#### TO DO:
Only lines holding the word "padding" are wanted from the records; copy all of them.

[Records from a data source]
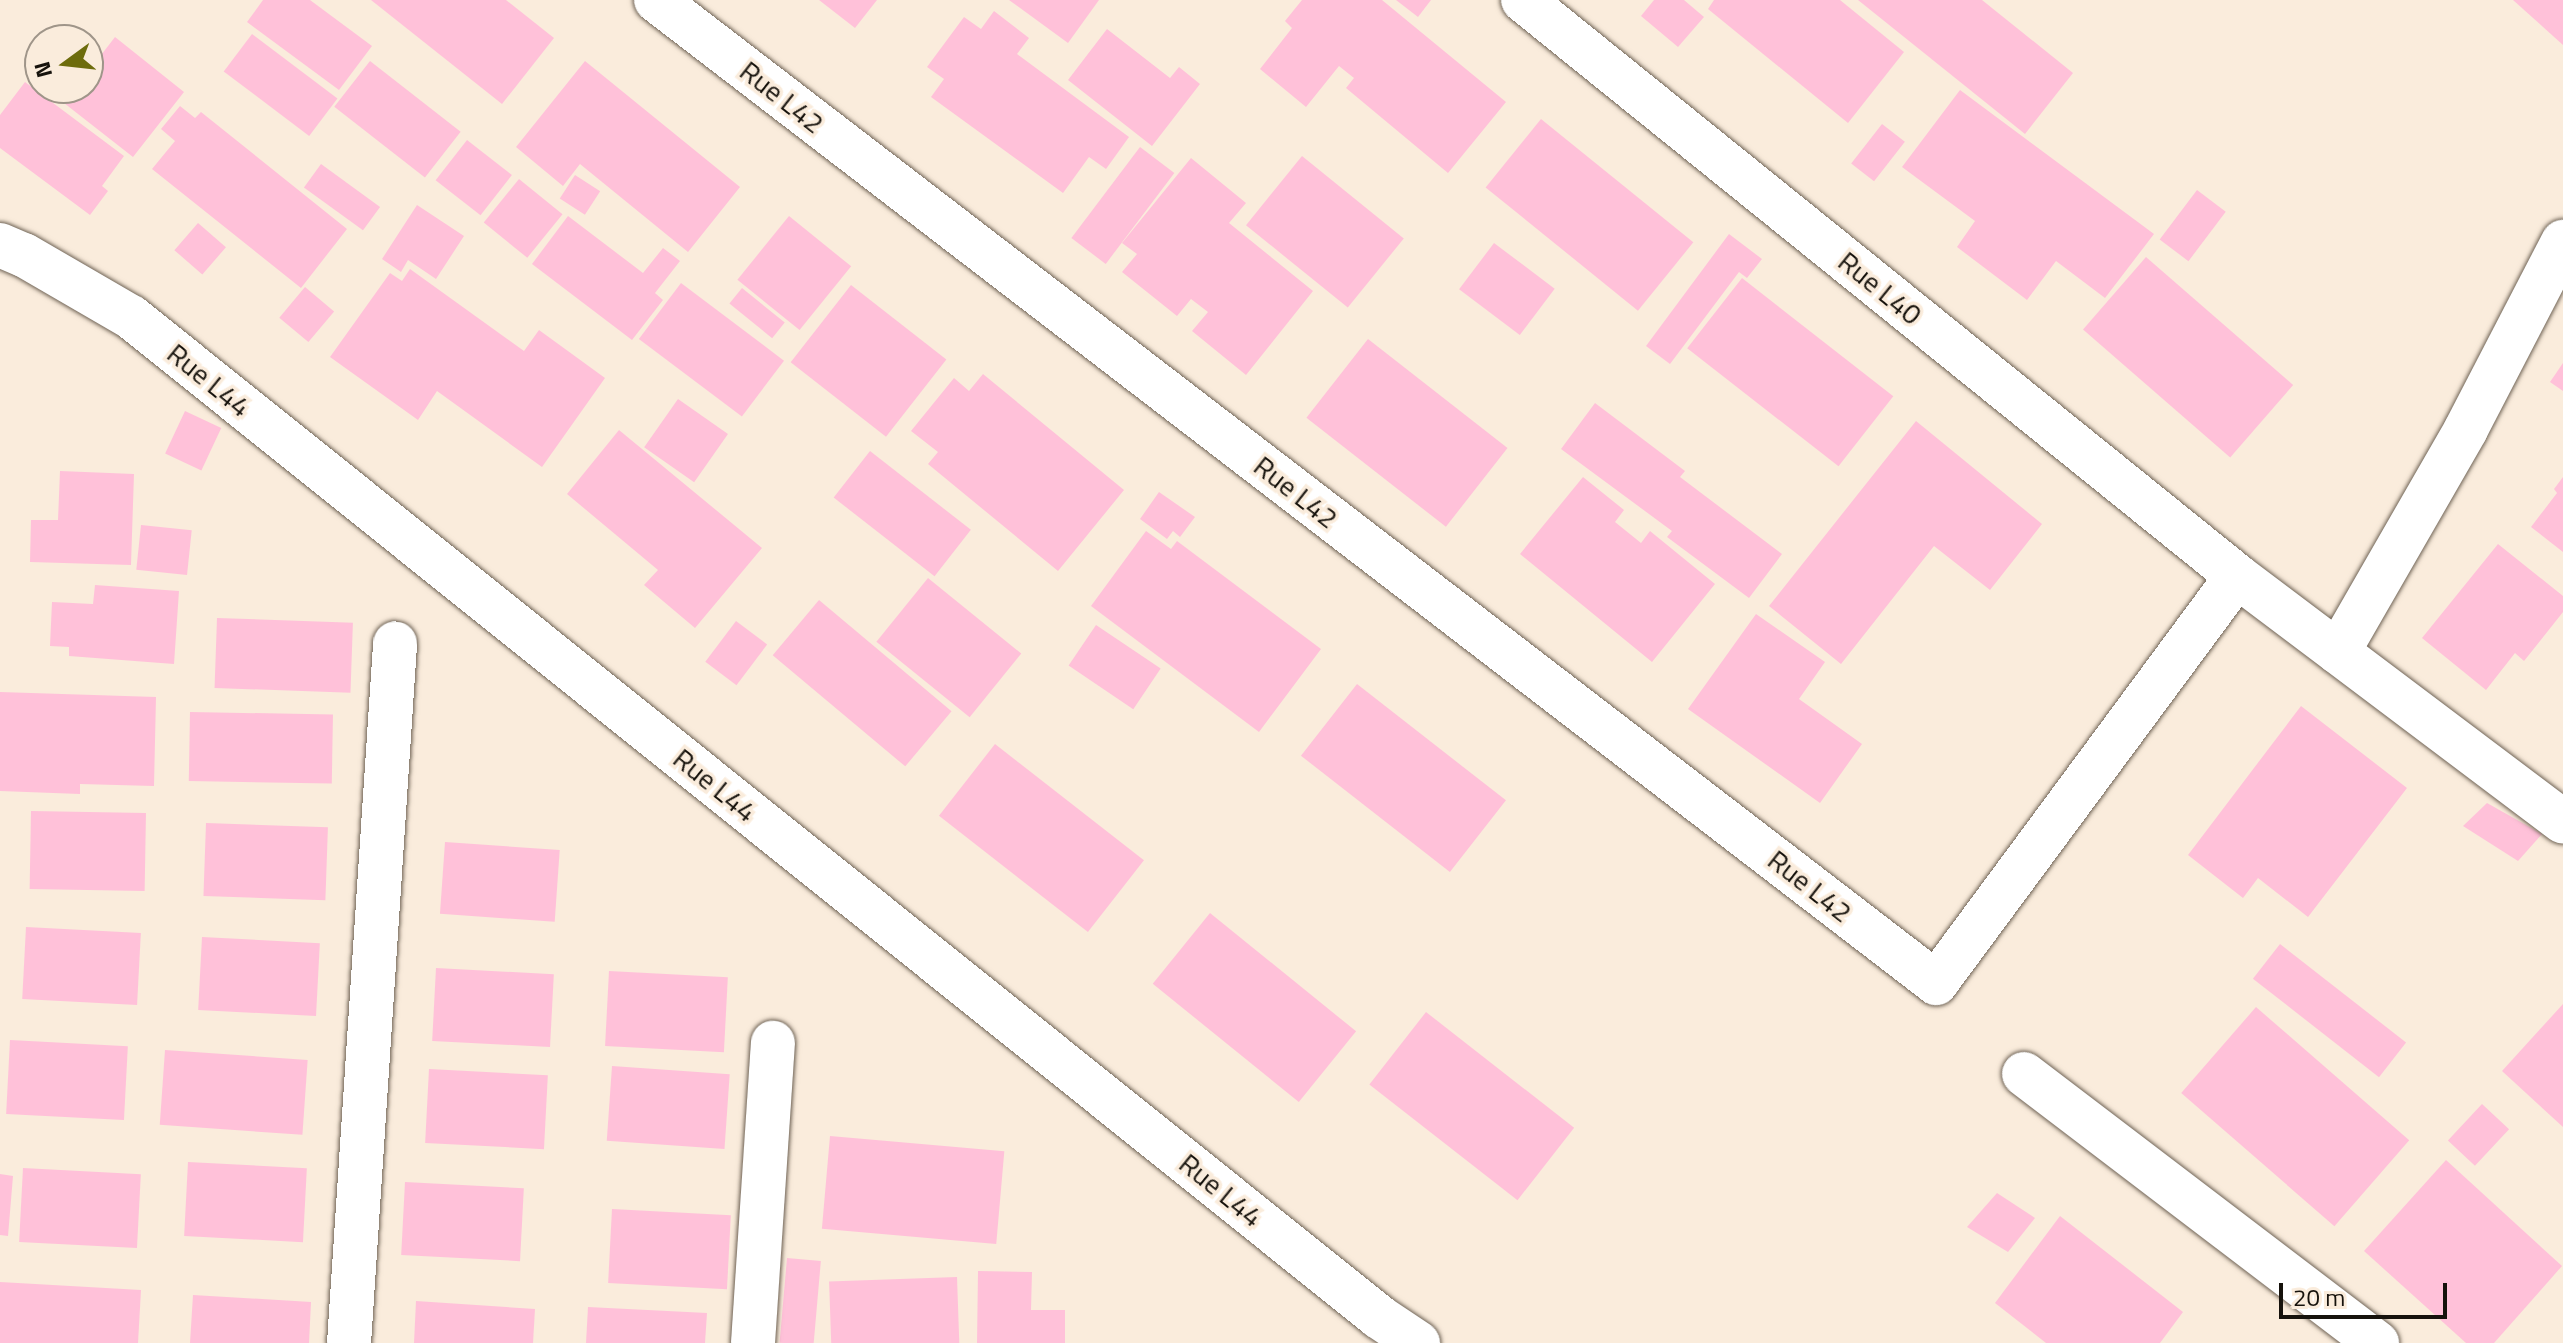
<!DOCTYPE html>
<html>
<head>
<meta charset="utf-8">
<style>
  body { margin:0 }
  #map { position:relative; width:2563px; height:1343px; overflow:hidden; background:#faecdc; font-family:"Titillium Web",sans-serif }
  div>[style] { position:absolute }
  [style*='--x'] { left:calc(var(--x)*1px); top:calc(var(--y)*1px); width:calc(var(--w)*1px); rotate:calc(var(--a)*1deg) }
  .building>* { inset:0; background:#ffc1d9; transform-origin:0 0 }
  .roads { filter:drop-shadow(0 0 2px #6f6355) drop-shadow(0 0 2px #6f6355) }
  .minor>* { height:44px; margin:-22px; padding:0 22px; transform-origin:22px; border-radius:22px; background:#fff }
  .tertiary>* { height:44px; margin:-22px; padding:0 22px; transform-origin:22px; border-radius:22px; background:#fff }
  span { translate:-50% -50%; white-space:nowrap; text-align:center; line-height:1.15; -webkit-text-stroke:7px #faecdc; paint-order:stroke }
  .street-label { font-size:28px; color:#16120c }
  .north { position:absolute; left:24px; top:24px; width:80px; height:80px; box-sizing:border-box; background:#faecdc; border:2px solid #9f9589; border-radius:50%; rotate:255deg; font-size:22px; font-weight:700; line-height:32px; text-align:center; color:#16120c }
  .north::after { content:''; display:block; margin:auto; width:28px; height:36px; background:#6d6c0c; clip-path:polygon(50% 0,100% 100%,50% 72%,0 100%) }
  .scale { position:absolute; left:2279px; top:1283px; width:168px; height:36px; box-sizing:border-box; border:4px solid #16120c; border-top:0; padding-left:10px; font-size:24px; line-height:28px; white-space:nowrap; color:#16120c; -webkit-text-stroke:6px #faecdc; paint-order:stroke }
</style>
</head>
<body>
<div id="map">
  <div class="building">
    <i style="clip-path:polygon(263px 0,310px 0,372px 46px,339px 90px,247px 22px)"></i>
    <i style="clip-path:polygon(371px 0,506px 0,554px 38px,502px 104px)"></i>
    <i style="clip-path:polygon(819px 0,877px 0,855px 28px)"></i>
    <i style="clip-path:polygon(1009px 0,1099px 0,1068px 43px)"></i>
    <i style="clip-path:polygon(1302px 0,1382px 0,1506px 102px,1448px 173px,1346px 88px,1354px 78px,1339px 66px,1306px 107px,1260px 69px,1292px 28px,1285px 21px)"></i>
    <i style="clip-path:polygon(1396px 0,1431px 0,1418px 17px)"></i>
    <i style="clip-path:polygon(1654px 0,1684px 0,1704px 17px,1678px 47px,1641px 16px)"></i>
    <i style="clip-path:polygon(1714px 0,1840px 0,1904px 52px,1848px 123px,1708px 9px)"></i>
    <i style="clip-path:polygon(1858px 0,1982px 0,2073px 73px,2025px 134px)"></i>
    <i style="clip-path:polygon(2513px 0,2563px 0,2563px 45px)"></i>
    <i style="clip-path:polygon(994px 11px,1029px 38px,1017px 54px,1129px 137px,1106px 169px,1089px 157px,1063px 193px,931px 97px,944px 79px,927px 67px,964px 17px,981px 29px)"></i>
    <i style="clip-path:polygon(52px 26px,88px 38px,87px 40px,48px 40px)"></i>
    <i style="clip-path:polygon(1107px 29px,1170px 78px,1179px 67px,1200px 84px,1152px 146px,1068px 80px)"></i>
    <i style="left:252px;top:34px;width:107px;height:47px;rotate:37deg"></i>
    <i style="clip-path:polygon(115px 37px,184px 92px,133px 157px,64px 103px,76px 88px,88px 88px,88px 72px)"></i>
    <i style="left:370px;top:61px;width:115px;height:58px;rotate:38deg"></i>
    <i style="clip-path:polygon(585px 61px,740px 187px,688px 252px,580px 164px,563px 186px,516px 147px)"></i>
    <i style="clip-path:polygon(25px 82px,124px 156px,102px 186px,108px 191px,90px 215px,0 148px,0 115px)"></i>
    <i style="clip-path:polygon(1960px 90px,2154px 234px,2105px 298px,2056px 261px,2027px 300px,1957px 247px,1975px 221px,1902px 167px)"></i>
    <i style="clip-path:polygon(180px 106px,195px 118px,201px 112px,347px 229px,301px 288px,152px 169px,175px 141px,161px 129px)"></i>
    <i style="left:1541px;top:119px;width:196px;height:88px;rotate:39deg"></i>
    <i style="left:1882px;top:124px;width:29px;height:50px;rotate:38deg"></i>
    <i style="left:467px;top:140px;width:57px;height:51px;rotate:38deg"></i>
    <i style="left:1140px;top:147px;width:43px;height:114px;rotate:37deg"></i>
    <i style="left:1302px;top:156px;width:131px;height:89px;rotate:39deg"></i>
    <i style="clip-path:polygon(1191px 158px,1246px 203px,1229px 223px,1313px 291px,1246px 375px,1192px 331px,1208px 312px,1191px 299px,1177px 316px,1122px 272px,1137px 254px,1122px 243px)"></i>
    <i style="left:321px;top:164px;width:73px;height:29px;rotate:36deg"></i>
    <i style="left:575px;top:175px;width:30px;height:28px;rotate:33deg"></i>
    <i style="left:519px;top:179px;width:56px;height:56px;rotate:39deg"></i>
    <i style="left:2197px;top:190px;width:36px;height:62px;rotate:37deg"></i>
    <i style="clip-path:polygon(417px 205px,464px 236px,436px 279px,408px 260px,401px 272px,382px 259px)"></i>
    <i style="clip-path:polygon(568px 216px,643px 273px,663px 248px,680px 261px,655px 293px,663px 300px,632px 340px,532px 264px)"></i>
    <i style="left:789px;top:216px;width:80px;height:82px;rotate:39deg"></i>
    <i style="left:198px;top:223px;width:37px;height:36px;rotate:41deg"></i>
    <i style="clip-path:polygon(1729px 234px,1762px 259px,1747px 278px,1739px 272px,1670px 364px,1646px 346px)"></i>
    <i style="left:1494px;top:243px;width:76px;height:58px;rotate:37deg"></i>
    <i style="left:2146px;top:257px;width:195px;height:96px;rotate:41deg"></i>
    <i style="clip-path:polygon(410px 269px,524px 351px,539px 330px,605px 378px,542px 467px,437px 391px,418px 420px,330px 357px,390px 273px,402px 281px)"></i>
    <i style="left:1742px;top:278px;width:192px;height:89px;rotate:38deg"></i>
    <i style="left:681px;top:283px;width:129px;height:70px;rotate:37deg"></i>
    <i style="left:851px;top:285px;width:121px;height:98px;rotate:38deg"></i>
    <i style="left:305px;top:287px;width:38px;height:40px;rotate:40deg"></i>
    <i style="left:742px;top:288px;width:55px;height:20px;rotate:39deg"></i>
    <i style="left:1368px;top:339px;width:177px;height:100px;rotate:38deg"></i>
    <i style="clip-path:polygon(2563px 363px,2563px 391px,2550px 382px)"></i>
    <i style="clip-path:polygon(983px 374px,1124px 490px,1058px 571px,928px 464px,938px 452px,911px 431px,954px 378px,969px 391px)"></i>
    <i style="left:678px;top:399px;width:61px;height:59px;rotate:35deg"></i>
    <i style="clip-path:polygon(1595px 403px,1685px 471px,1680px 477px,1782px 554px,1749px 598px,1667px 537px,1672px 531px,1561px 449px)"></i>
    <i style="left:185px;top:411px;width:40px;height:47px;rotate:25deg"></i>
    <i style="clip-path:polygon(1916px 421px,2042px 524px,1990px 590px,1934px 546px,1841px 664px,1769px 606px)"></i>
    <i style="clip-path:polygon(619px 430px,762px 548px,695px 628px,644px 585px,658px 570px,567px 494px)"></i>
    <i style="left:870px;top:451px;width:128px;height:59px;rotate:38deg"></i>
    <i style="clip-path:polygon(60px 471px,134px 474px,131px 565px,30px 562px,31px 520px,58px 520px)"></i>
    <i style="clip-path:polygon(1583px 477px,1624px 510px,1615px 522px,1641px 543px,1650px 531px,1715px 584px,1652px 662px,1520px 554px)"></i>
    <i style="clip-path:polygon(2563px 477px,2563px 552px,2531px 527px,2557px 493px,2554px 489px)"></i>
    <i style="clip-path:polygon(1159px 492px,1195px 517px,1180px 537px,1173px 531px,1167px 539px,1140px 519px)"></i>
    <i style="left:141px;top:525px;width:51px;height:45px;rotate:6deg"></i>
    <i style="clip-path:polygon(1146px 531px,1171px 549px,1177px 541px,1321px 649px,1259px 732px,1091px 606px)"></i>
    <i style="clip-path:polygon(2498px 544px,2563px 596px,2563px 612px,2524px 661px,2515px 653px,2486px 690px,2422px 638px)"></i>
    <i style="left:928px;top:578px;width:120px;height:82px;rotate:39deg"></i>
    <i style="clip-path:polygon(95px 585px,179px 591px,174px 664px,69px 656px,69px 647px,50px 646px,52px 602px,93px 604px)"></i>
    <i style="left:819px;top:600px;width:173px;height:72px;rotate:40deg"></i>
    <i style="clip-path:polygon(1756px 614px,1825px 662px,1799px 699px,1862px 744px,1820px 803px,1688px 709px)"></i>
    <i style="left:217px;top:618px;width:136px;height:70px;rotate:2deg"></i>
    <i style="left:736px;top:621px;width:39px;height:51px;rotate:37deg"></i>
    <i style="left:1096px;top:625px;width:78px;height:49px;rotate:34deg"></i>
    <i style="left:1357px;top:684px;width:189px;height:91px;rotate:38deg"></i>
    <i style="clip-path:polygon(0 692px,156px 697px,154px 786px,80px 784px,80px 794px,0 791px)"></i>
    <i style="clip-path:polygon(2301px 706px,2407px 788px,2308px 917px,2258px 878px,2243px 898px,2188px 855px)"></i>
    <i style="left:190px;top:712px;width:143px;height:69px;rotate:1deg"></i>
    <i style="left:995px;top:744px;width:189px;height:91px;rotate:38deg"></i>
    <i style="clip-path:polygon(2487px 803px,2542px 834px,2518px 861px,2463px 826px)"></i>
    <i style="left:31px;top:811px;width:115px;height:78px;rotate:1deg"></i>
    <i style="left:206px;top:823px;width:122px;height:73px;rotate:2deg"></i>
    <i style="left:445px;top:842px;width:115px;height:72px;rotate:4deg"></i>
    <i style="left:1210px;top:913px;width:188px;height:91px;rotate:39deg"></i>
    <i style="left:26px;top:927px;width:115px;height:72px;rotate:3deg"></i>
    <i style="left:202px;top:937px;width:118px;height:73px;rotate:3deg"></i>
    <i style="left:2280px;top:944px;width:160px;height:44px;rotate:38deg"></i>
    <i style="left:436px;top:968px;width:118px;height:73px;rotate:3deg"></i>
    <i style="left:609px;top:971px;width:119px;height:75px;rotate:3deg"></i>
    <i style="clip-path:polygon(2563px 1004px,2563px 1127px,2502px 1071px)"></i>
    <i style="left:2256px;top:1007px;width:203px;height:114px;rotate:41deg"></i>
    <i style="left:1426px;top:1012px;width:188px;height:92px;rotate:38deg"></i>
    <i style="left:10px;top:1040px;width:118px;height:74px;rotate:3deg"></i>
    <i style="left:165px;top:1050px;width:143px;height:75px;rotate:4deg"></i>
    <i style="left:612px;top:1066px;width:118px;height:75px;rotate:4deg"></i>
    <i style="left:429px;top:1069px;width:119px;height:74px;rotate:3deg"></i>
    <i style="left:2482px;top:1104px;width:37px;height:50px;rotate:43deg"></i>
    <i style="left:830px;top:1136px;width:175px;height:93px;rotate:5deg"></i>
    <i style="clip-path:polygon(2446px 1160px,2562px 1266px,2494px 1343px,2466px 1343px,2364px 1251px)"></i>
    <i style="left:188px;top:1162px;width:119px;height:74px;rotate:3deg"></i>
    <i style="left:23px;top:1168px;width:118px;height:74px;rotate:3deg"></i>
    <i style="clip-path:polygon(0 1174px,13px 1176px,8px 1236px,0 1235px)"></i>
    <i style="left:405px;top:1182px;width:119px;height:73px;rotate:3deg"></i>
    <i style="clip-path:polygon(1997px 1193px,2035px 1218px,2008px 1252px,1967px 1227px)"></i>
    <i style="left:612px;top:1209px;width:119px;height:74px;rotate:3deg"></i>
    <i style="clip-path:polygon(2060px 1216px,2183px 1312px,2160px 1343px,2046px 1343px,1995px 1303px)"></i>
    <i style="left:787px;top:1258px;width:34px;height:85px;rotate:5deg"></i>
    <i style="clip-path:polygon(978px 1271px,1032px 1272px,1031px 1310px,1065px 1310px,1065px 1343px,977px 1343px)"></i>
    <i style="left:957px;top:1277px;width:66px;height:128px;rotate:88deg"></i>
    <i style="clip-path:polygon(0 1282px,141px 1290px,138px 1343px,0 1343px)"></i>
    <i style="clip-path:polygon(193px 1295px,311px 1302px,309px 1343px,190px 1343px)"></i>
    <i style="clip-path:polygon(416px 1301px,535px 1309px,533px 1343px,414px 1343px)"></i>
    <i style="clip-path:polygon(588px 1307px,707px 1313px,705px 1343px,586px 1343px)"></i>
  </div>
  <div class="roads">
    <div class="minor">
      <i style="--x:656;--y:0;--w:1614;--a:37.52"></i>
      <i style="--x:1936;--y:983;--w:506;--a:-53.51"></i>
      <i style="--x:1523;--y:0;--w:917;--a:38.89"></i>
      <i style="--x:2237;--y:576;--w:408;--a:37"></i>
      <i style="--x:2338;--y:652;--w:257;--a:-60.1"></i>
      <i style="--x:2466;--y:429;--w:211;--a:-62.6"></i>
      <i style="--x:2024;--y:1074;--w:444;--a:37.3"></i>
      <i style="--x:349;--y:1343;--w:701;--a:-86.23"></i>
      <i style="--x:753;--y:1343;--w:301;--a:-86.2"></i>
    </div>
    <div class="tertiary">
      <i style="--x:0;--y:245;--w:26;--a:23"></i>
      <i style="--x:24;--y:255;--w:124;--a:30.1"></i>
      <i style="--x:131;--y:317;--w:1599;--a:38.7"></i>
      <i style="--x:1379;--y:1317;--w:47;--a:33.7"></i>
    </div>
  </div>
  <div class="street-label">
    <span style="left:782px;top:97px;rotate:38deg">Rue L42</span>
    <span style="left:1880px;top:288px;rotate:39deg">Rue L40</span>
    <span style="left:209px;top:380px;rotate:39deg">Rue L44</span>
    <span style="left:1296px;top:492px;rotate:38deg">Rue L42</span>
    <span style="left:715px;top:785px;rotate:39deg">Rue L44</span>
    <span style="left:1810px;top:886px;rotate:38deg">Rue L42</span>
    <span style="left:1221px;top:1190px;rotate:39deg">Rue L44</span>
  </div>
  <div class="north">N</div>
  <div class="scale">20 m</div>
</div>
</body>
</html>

#### SOLUTION BELOW:
  .minor>* { height:44px; margin:-22px; padding:0 22px; transform-origin:22px; border-radius:22px; background:#fff }
  .tertiary>* { height:44px; margin:-22px; padding:0 22px; transform-origin:22px; border-radius:22px; background:#fff }
  .scale { position:absolute; left:2279px; top:1283px; width:168px; height:36px; box-sizing:border-box; border:4px solid #16120c; border-top:0; padding-left:10px; font-size:24px; line-height:28px; white-space:nowrap; color:#16120c; -webkit-text-stroke:6px #faecdc; paint-order:stroke }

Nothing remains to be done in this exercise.